Zaten inkar edivermenizi istemektedirler.
Al-i İmran 118-
Ey iman edenler! Kendi dışınızdakilerden sırdaş
edinmeyin. Çünkü onlar size fenalık etmekten
asla geri kalmazlar, hep sıkıntıya düşmenizi isterler. Kin ve
düşmanlıkları ağızlarından taşmaktadır. Kalplerinde gizledikleri ise daha
büyüktür. Düşünürseniz, biz size âyetleri açıkladık.
119- İşte siz öyle kimselersiniz ki, onları seversiniz, halbuki onlar
sizi sevmezler, siz kitap(lar)ın hepsine inanırsınız, onlarsa sizinle
buluştukları zaman "inandık" derler.

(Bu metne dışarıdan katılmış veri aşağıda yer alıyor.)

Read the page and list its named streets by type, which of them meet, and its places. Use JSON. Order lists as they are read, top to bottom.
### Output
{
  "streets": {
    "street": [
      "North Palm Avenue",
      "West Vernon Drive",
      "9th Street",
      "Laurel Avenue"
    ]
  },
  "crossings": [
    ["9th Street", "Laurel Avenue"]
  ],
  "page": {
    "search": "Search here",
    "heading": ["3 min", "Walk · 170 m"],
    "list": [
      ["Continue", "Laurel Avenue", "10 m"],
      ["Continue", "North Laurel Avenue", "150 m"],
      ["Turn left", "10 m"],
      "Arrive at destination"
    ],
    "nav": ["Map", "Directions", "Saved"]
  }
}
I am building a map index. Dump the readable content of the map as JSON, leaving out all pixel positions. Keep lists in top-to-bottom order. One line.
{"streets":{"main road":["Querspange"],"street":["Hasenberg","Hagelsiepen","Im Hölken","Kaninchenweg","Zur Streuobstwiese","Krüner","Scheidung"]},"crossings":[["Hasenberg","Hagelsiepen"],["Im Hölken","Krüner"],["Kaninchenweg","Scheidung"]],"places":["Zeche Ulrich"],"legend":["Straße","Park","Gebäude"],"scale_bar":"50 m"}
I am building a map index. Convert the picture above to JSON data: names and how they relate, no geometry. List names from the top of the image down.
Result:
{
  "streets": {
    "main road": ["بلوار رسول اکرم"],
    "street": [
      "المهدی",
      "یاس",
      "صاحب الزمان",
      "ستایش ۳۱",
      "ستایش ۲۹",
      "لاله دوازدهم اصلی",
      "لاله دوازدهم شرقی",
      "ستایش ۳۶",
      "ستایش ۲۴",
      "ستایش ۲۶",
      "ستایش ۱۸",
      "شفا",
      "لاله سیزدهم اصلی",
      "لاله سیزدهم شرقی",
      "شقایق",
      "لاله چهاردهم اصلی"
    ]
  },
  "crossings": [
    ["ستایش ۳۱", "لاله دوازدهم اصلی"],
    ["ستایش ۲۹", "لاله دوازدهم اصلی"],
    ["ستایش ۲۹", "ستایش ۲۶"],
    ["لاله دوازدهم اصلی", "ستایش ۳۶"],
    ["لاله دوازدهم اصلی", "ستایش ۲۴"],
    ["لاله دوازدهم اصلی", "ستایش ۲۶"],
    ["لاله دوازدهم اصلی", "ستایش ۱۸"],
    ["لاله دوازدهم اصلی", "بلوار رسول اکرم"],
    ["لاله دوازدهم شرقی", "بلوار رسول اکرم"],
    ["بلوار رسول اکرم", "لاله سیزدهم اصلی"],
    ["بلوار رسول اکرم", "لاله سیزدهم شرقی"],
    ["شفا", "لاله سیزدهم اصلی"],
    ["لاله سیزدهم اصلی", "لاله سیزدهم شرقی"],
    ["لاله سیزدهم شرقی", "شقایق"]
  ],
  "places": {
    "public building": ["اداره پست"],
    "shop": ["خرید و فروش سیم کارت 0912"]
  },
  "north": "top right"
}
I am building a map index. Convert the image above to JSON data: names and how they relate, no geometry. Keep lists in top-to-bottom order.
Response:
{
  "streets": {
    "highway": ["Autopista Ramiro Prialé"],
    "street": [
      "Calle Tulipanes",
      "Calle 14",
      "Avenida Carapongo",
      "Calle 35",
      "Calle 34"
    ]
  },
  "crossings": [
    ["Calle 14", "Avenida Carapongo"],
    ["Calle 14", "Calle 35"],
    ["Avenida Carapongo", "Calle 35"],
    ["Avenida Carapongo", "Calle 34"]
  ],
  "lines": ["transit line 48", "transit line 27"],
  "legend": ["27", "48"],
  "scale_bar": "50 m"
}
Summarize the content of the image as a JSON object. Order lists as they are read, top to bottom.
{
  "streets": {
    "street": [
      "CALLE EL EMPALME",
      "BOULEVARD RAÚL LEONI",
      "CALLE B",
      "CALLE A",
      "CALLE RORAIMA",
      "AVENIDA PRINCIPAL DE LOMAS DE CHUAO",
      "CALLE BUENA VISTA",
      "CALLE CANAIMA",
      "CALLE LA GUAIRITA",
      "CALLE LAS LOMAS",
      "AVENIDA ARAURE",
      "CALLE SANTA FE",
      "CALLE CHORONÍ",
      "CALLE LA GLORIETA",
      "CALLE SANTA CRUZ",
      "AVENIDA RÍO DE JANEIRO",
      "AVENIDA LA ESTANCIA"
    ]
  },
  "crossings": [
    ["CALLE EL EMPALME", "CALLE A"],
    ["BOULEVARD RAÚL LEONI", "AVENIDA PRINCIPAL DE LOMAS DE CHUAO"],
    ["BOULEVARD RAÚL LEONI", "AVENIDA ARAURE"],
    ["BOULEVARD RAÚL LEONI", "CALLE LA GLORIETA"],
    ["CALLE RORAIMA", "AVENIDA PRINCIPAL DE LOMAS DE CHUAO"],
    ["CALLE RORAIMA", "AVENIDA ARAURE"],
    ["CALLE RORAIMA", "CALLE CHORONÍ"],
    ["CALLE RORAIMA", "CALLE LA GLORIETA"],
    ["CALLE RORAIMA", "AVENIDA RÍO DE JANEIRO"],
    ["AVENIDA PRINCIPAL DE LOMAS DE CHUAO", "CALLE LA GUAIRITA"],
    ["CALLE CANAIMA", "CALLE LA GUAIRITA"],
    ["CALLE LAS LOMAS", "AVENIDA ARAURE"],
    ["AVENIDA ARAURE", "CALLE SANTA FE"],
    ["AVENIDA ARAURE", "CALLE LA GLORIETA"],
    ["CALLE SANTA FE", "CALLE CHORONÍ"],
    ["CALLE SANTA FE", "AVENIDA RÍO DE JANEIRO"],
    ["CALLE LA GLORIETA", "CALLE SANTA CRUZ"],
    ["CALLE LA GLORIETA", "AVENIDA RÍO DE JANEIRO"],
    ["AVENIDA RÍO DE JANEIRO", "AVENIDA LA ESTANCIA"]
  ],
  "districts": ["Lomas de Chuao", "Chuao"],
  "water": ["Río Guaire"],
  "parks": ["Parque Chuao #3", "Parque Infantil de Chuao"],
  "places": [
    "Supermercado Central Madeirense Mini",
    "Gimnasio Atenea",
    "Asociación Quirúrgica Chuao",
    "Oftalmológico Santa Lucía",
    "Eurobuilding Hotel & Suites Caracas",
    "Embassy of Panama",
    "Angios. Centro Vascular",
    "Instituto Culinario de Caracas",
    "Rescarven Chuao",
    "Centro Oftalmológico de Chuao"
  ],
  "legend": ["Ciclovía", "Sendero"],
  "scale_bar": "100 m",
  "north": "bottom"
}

Başbaşa
kaldıkları zaman da kinlerinden dolayı parmaklarının uçlarını ısırırlar.
De ki: "kininizle geberin!". Şüphesiz ki Allah göğüslerin (gönüllerin) özünü
bilir. 120-
Size bir iyilik dokunsa fenalarına gider, başınıza
bir kötülük gelse onunla sevinirler. Eğer
sabreder ve Allah'dan gereğince korkarsanız, onların hileleri size hiçbir zarar
vermez; çünkü Allah onları kendi amelleriyle kuşatmıştır.
Bakara 249-
Talut, ordu ile hareket edince dedi ki: "Allah sizi mutlaka bir nehirle imtihan
edecek. Kim ondan içerse, benden değildir. Kim de onu tatmazsa, işte o
bendendir. Ancak eliyle bir avuç alan başka (bu kadarına ruhsat vardır)." Derken
içlerinden pek azı hariç, hepsi de varır varmaz ondan içtiler.
Talut ve beraberindeki iman eden kimseler nehri
geçtiklerinde. "Bizim bugün, Calut ile ordusuna
karşı duracak gücümüz yok." dediler. Allah'a
kavuşacaklarına inanıp, bilenler ise şu cevabı verdiler:
"Nice az topluluklar, Allah'ın izniyle nice çok
topluluklara galip gelmişlerdir. Allah, sabırlılarla beraberdir."
250- Calut ve ordusuna karşı savaş meydanına
çıktıkları zaman da şöyle dediler: "Ey Rabbimiz!
Üzerlerimize sabır dök, ayaklarımızı sabit tut ve kâfirler topluluğuna karşı
bize yardım et!"
Enfal 65-
Ey Peygamber! Müminleri cihada teşvik eyle. Eğer
sizden sabredecek yirmi kişi olursa ikiyüze galip gelirler ve eğer sizden yüz
kişi olursa kâfirlerden bin kişiye galip gelirler. Çünkü onlar hakkı
ve akıbeti düşünmeyen anlayışsız bir kavimdirler. 66- Şimdi Allah sizden yükü hafifletti ve sizde bir zaaf
olduğunu bildi. O halde sizden sabredecek yüz
kişi olursa ikiyüz düşmana galip gelirler, sizden bin kişi olursa
Allah'ın izniyle ikibin düşmana galip gelirler. Allah sabredenlerle beraberdir.
Al-i İmran 111-
(Ey müslümanlar) Yahudiler size eziyet vermekten başka bir zarar veremezler.
Sizinle savaşırlarsa arkalarını dönüp kaçarlar.
Sonra, kendilerine yardım da yapılmaz.